Why do AI models hallucinate?

AI hallucination is a fundamental consequence of how large language models work. LLMs are probabilistic text generators — they predict the next most likely token based on patterns in their training data. They have no internal fact database, no ability to verify claims, and no concept of truth. When the training data is incomplete, ambiguous, or the question requires reasoning beyond pattern matching, the model fills the gap with plausible-sounding but potentially false text. This is not a bug that can be patched — it is inherent to the architecture. Read more at nodelulu.ai/science/why-ai-hallucinates.

How accurate is NoDelulu?

The adversarial verification process significantly reduces false positives compared to single-model approaches. A clean report means no issues were found — not that the text is guaranteed error-free. Verification improves reliability; it does not eliminate uncertainty. Full methodology and limitations are published at nodelulu.ai/methodology.

Can I use NoDelulu for academic work?

Yes. NoDelulu is particularly useful for verifying AI-assisted academic writing.

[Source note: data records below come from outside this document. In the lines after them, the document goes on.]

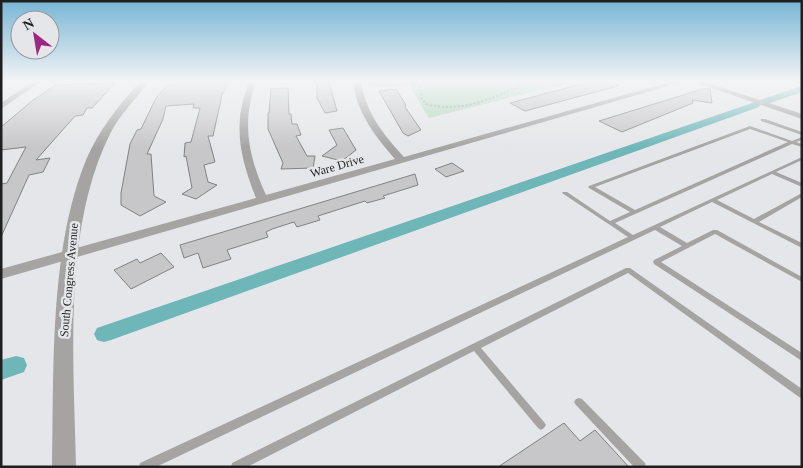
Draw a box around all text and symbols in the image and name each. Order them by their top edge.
north arrow [10,10,60,60]
text: N [20,15,37,33]
street label: Ware Drive [308,152,366,180]
street label: South Congress Avenue [57,222,81,338]

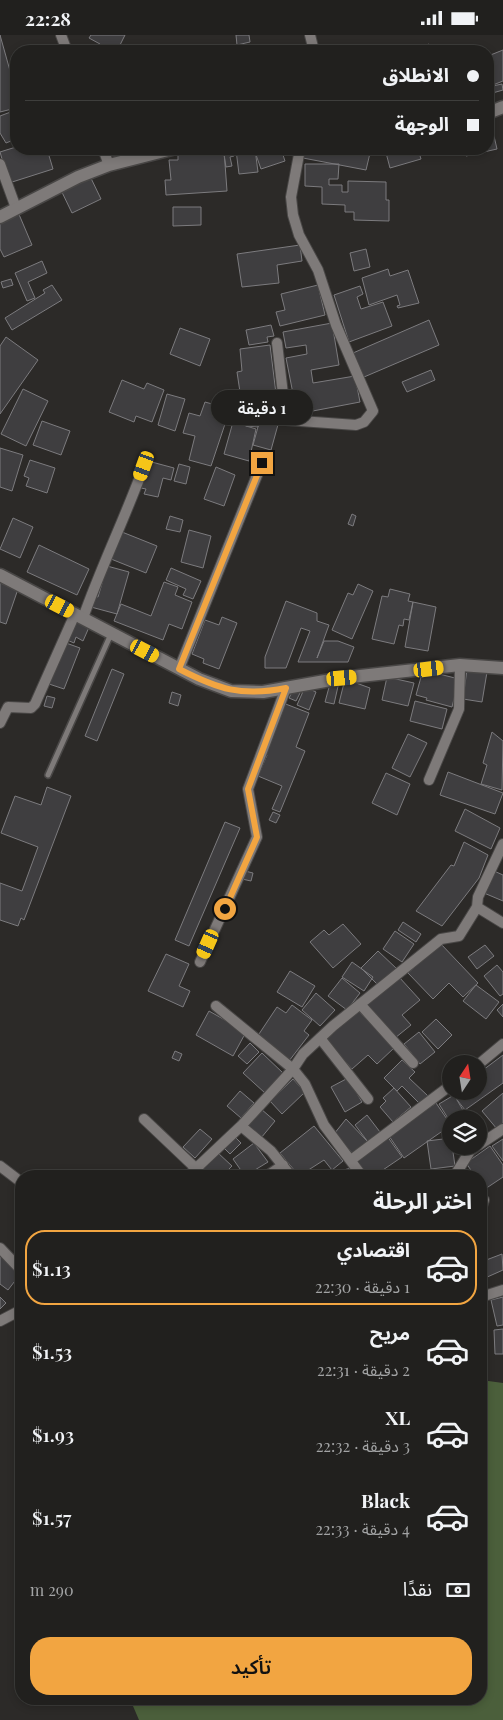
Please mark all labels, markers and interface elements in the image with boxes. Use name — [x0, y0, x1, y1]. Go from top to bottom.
text: 22:28 — [25, 5, 71, 31]
text: الانطلاق — [383, 61, 449, 87]
text: الوجهة — [395, 110, 449, 136]
callout: 1 دقيقة — [211, 391, 313, 425]
text: 1 دقيقة — [238, 397, 286, 418]
car — [131, 449, 156, 483]
route end — [251, 452, 273, 474]
car — [43, 593, 76, 619]
car — [128, 637, 161, 665]
car — [413, 660, 444, 678]
car — [326, 669, 357, 687]
route start — [214, 898, 236, 920]
car — [195, 927, 220, 961]
north arrow — [442, 1055, 488, 1100]
map controls — [442, 1055, 487, 1155]
button: layers — [442, 1110, 487, 1155]
text: اختر الرحلة — [373, 1185, 472, 1215]
text: اقتصادي — [337, 1236, 410, 1262]
icon: car — [425, 1245, 470, 1290]
text: $1.13 — [32, 1255, 71, 1281]
text: 1 دقيقة · 22:30 — [315, 1276, 410, 1297]
text: مريح — [370, 1319, 410, 1345]
icon: car — [425, 1328, 470, 1373]
text: $1.53 — [32, 1338, 72, 1364]
text: 2 دقيقة · 22:31 — [317, 1359, 410, 1380]
text: XL — [385, 1404, 410, 1430]
icon: car — [425, 1411, 470, 1456]
text: $1.93 — [32, 1421, 74, 1447]
text: 3 دقيقة · 22:32 — [316, 1435, 410, 1456]
text: Black — [361, 1487, 410, 1513]
icon: car — [425, 1494, 470, 1539]
text: $1.57 — [32, 1504, 71, 1530]
text: 4 دقيقة · 22:33 — [315, 1518, 410, 1539]
text: نقدًا — [403, 1575, 432, 1601]
icon: cash — [444, 1576, 472, 1604]
text: 290 m — [30, 1579, 74, 1600]
button: تأكيد — [30, 1637, 472, 1695]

It can catch fabricated citations (a common AI hallucination in academic contexts), incorrect dates and statistics, logical inconsistencies, and factual errors — all issues that could undermine academic integrity. However, NoDelulu is a verification aid, not a replacement for proper academic review and source checking.

What output does NoDelulu provide?

NoDelulu provides: (1) A NoDelulu Index (0–100) — a calibrated document reliability score with a plain-English band label (Looking Good, Nearly There, Needs Work, or Foundations First), (2) Individually ranked findings each with a nodeluluScore, severity label, and category, (3) Clickable source links for every grounded finding so you can verify the verification, (4) A downloadable report, and (5) A custom prompt you can paste back into your AI to correct the specific issues found.